April 27th, 2016 9:17 PM

Last week, a long Vox essay by Emmett Rensin asserted that “contempt” for supposedly “stupid” blue-collar whites -- in response to the exodus of those voters from the Democratic party -- has become pervasive among liberals. The piece has gotten some pushback from lefty writers, including Slate’s Jamelle Bouie, who thinks that Rensin greatly overestimates the spread and influence of what Rensin called the “smug style in American liberalism.”

“The driving reason working-class whites abandoned the Democratic Party is race,” commented Bouie in a Friday piece. “The New Deal coalition Rensin describes was devoured by its own contradictions, chiefly, the racism needed to secure white allegiance even as the party tried to appeal to blacks…Pressed by those blacks, Democrats tried to make good on their commitments, and when they did, whites bolted.”

From Bouie’s article (bolding added):

The Democratic Party’s alliance with nonwhites is what drove [working-class] whites away, not the sniffing of comedians on cable television. And, looking at the politics of the last seven years, it’s still keeping them away…

…There’s no question that smug liberals exist…But Rensin doesn’t argue for the mere existence of liberals who are smug about their beliefs and ideology. He argues that smugness is key to contemporary liberalism...

But his evidence is lacking. “The smug style in American liberalism” is defined entirely through media and social media. It is The Daily Show, it is liberal Twitter, it is Gawker… But these are small portions—fractions—of the Democratic Party. And they’re far from representative of American liberals…

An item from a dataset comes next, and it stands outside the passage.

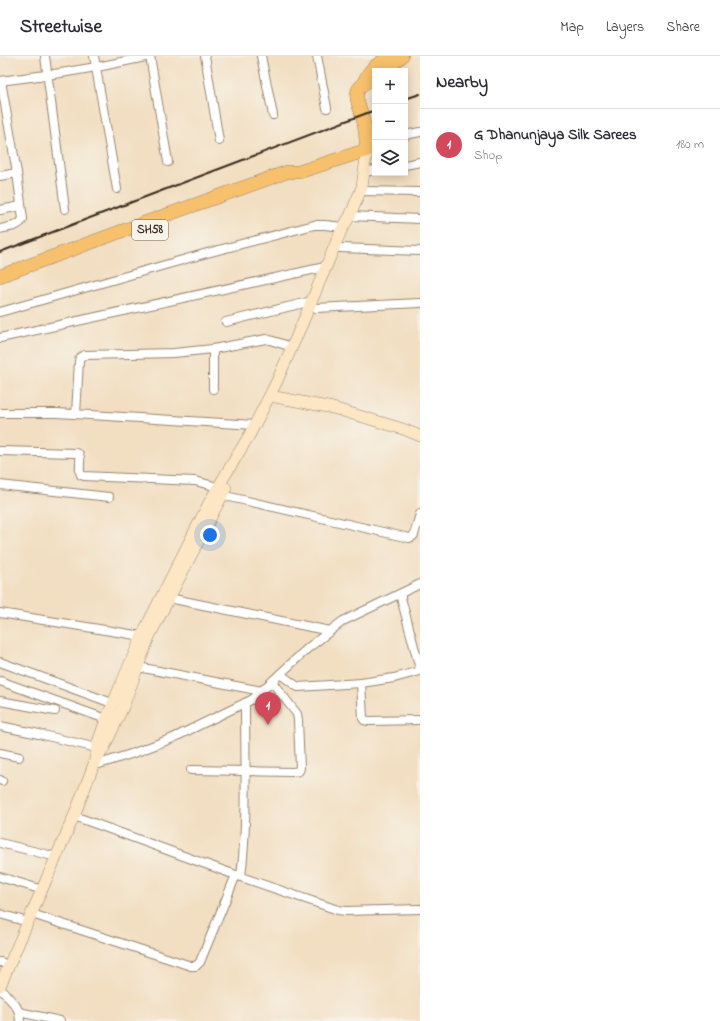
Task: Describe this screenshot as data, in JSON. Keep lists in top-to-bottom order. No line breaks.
{"streets":{"main road":["SH58"]},"page":{"header":"Streetwise","nav":["Map","Layers","Share"],"heading":"Nearby","map_buttons":["+","−"],"list":[{"mark":"1","name":"G Dhanunjaya Silk Sarees","note":"Shop","value":"180 m"}],"pins":"1"}}
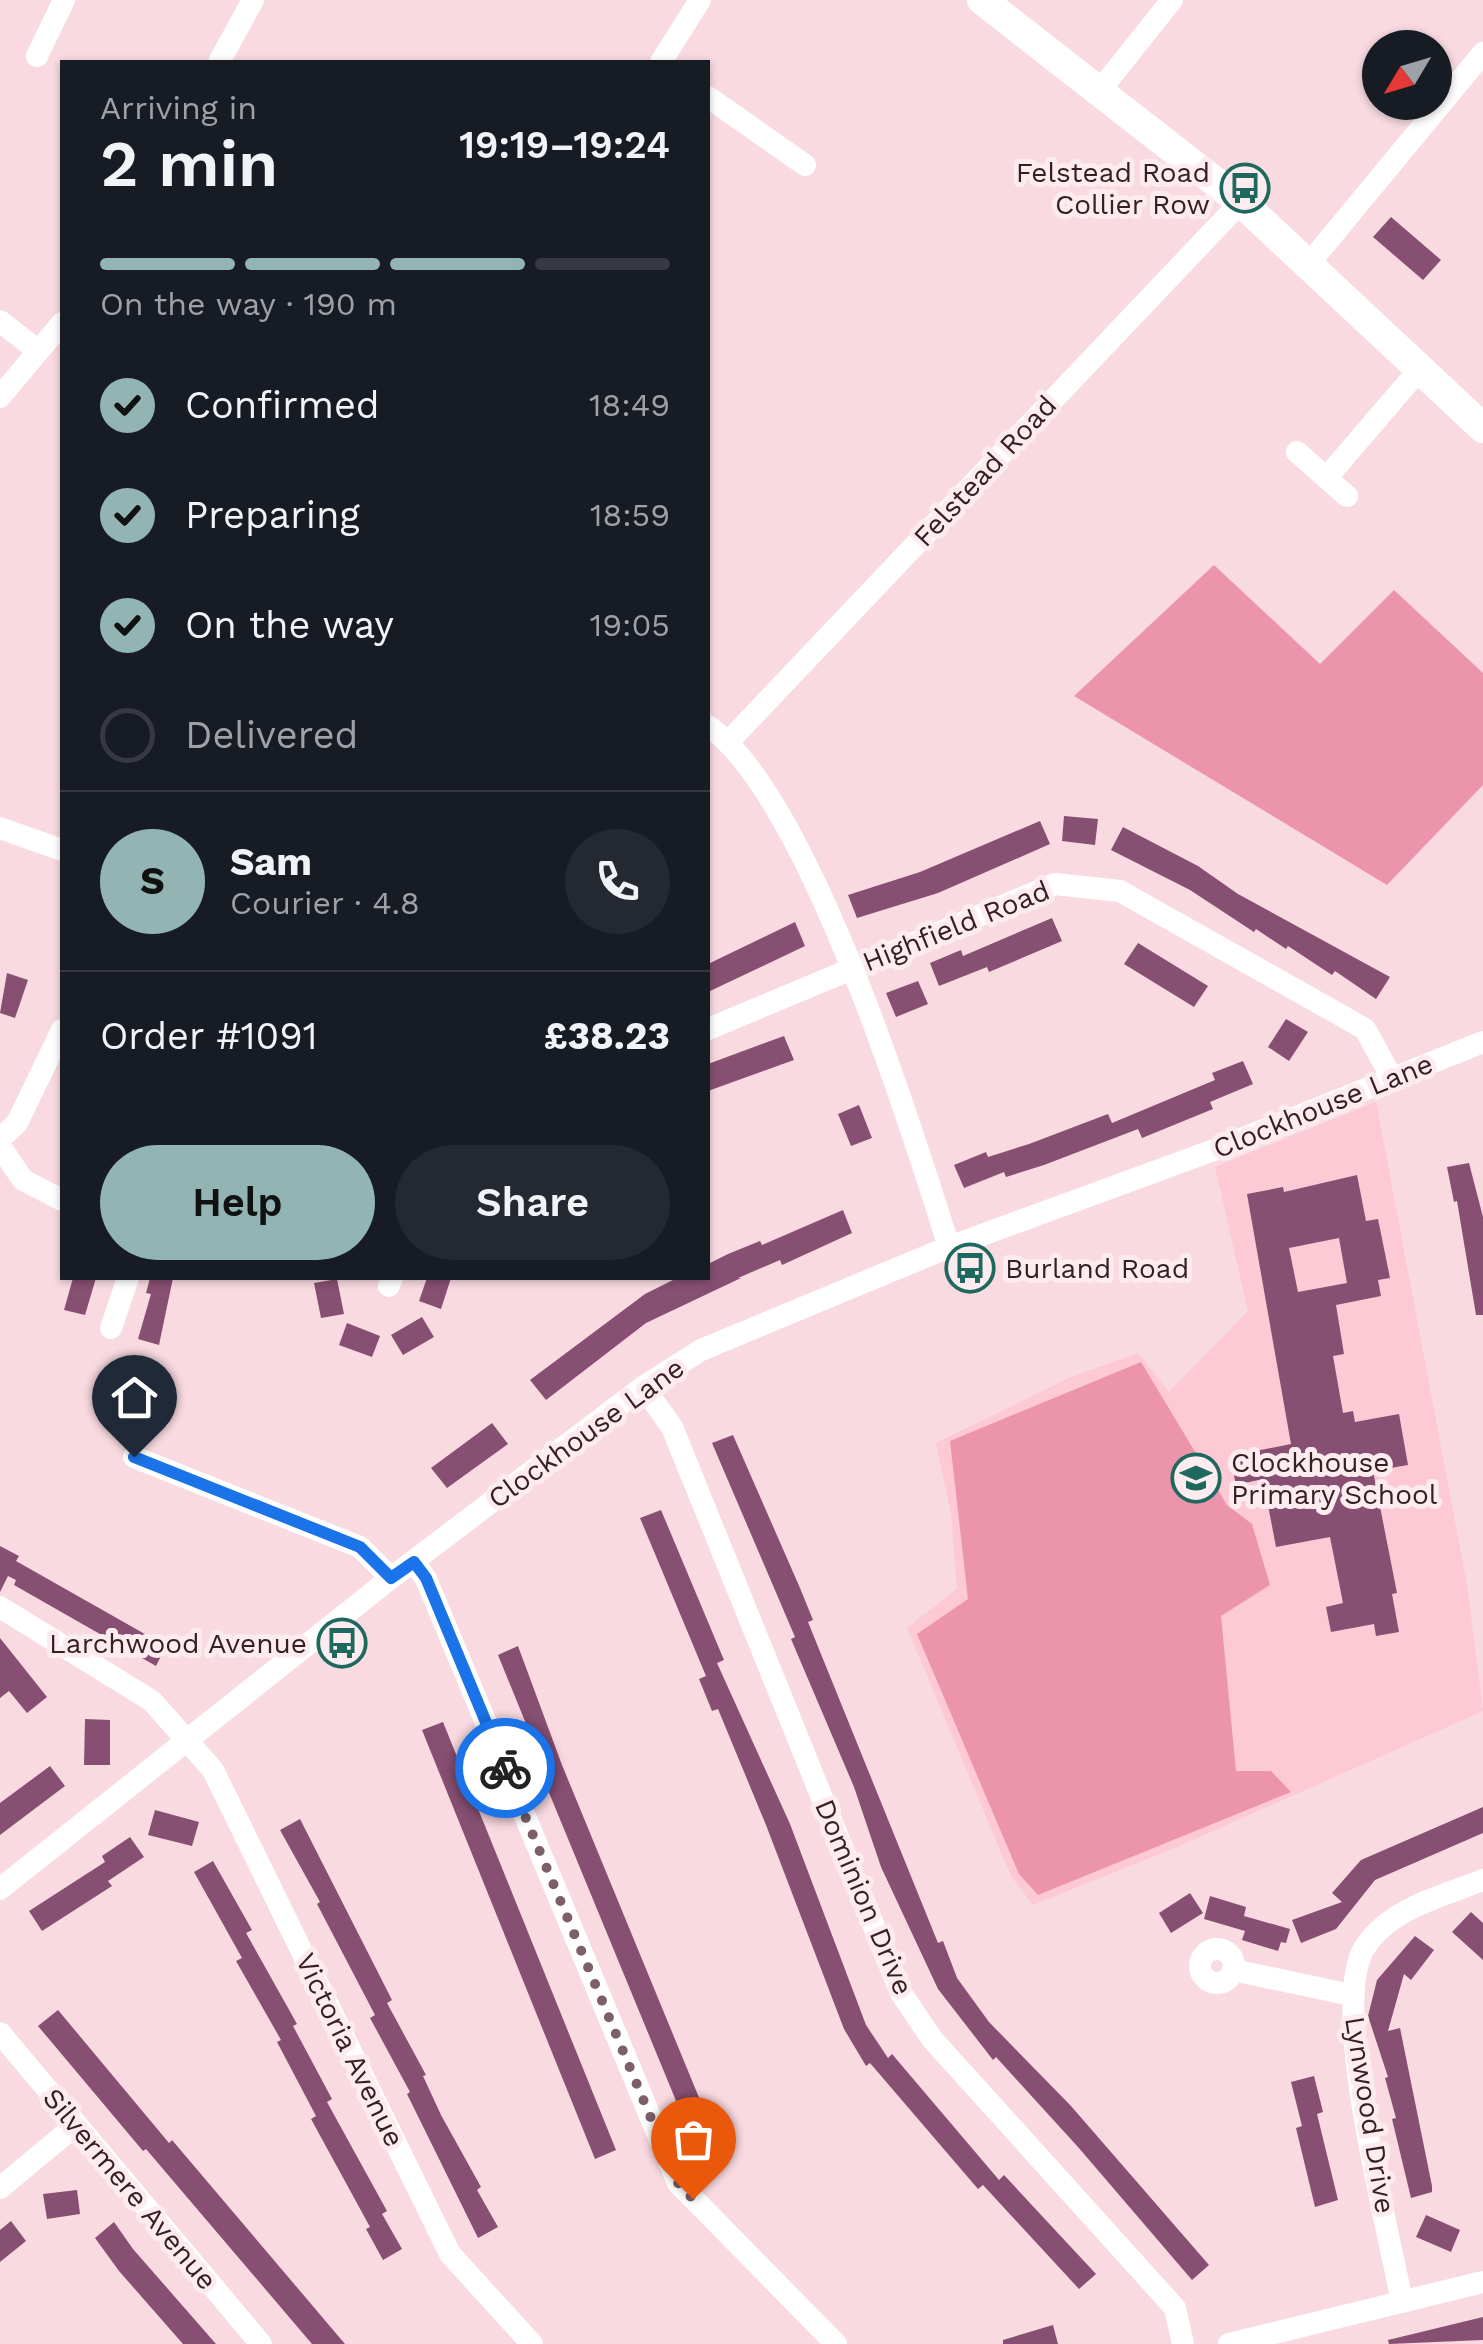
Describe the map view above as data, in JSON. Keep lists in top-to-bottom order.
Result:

Rensin doesn’t seem aware, for instance, of the partnerships between black and white Democrats in the South that delivered a measure of investment in public goods through the 1970s, ’80s, and early ’90s—until racial resentment helped kill the white Southern Democrat as a political figure. He seems blind to the ways in which Hispanics of all classes became a powerful force in California, shaping the state’s politics in profound ways. Somehow, he’s missed the extent to which nonwhite voters in the Obama era have become premier coalition members, moving Obama on everything from criminal justice reform to immigration. It is too much to say that nonwhite Democrats fully shape the party’s agenda. But a quick survey of recent history shows, clearly, that they’re prime partners in power.